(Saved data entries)
--------------------------------------------------

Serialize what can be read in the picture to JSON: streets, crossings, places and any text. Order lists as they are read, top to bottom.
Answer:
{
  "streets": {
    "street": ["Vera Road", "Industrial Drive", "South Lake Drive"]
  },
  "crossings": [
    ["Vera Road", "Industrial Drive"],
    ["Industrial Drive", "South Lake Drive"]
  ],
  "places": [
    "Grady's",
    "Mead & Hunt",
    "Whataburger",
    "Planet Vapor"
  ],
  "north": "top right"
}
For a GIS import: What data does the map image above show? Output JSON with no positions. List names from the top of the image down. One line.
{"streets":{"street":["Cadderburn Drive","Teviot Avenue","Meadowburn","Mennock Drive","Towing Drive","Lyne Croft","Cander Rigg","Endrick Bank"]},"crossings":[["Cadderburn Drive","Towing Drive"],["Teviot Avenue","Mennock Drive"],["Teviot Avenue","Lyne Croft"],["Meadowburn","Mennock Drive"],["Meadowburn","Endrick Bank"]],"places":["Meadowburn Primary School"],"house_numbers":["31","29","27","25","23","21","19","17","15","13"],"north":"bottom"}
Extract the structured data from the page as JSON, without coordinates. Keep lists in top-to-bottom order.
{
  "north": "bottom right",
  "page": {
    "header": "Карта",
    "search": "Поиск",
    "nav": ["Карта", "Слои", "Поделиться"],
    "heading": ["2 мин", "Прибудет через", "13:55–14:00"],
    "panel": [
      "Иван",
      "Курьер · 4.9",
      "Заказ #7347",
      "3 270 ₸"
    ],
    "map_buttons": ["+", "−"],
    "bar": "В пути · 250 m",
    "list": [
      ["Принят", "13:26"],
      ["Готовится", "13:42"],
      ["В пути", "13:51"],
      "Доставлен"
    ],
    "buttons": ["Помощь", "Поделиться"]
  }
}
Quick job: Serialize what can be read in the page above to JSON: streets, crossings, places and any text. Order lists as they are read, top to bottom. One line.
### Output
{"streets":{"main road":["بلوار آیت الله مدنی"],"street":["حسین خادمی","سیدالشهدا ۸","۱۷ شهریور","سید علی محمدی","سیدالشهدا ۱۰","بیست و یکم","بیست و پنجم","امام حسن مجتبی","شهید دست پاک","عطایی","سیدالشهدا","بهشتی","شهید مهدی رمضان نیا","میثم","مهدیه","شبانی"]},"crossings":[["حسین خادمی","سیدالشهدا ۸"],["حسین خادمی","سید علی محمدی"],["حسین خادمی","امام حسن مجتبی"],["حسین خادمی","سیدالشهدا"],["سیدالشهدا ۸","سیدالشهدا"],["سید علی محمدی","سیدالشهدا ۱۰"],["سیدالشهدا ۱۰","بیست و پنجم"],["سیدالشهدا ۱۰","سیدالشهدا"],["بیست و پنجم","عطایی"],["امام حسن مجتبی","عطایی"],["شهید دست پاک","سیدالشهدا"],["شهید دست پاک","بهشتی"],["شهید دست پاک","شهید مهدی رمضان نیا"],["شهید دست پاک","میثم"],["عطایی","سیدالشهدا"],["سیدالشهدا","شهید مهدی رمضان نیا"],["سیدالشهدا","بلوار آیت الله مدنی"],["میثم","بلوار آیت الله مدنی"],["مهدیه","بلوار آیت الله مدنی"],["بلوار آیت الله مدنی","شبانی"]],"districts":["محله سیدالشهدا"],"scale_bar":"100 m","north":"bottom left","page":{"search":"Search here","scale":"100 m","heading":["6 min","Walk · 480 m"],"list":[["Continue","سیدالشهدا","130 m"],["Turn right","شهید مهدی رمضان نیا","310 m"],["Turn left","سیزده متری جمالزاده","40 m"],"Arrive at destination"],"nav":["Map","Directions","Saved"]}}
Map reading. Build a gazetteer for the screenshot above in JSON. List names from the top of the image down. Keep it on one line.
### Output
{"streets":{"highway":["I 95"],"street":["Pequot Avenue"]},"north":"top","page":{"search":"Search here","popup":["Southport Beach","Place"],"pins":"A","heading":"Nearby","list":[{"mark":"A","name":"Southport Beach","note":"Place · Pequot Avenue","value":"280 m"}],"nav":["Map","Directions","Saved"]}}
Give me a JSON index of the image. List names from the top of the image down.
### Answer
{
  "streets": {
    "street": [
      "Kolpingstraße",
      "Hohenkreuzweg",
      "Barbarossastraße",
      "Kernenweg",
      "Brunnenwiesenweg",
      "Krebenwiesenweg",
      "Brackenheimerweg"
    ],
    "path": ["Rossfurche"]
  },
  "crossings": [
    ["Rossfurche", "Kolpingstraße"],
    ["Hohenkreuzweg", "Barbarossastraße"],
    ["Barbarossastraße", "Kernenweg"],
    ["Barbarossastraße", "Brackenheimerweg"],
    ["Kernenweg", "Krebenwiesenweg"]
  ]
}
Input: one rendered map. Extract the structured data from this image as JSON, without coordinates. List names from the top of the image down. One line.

--------------------------------------------------

> [What is expected]: Only lines with the word "Serialize" are needed. Copy them from the preceding records.

> [Reply]:
Serialize what can be read in the picture to JSON: streets, crossings, places and any text. Order lists as they are read, top to bottom.
Quick job: Serialize what can be read in the page above to JSON: streets, crossings, places and any text. Order lists as they are read, top to bottom. One line.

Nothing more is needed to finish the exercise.